§ Material for the task:
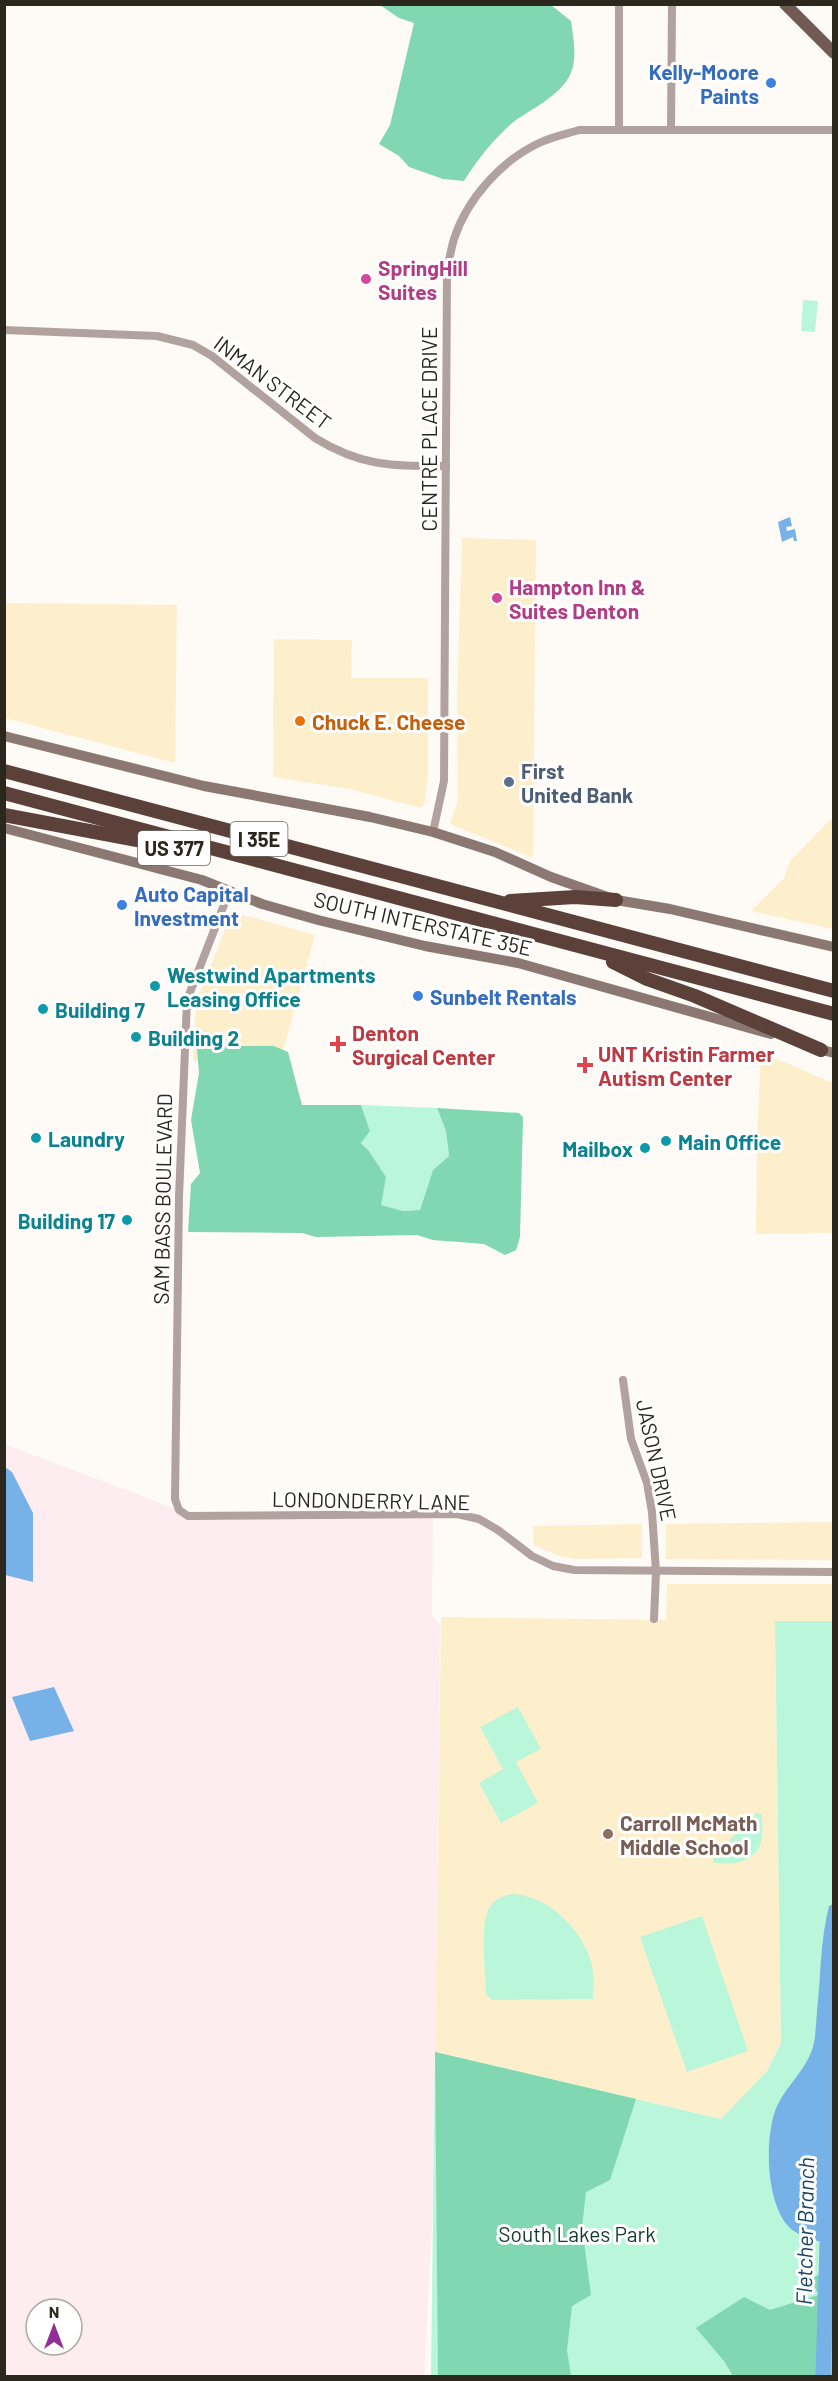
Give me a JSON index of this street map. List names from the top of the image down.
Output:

...

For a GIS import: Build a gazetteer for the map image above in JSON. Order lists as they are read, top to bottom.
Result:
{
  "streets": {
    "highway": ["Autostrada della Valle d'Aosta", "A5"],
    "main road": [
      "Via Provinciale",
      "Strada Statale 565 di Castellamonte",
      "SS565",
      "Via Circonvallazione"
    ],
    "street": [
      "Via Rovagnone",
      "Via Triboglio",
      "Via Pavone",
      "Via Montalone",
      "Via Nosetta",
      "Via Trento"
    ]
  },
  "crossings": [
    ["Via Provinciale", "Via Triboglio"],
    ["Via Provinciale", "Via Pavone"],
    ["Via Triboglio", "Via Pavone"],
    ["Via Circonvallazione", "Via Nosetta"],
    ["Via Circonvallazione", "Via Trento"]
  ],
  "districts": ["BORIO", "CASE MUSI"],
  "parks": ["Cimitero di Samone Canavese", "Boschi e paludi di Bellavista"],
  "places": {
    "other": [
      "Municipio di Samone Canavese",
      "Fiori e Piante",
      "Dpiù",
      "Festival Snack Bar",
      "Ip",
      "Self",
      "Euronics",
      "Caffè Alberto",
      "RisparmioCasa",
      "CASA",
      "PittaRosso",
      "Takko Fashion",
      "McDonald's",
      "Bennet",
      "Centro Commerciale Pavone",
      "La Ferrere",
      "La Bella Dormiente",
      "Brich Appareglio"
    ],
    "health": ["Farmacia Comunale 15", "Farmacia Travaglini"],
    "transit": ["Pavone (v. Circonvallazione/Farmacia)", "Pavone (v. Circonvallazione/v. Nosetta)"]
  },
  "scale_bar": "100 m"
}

§ What needs to be done: What lines of the data include the word "image"? Copy each of them.

§ Solution to the exercise:
Give me a JSON index of this street map. List names from the top of the image down.
For a GIS import: Build a gazetteer for the map image above in JSON. Order lists as they are read, top to bottom.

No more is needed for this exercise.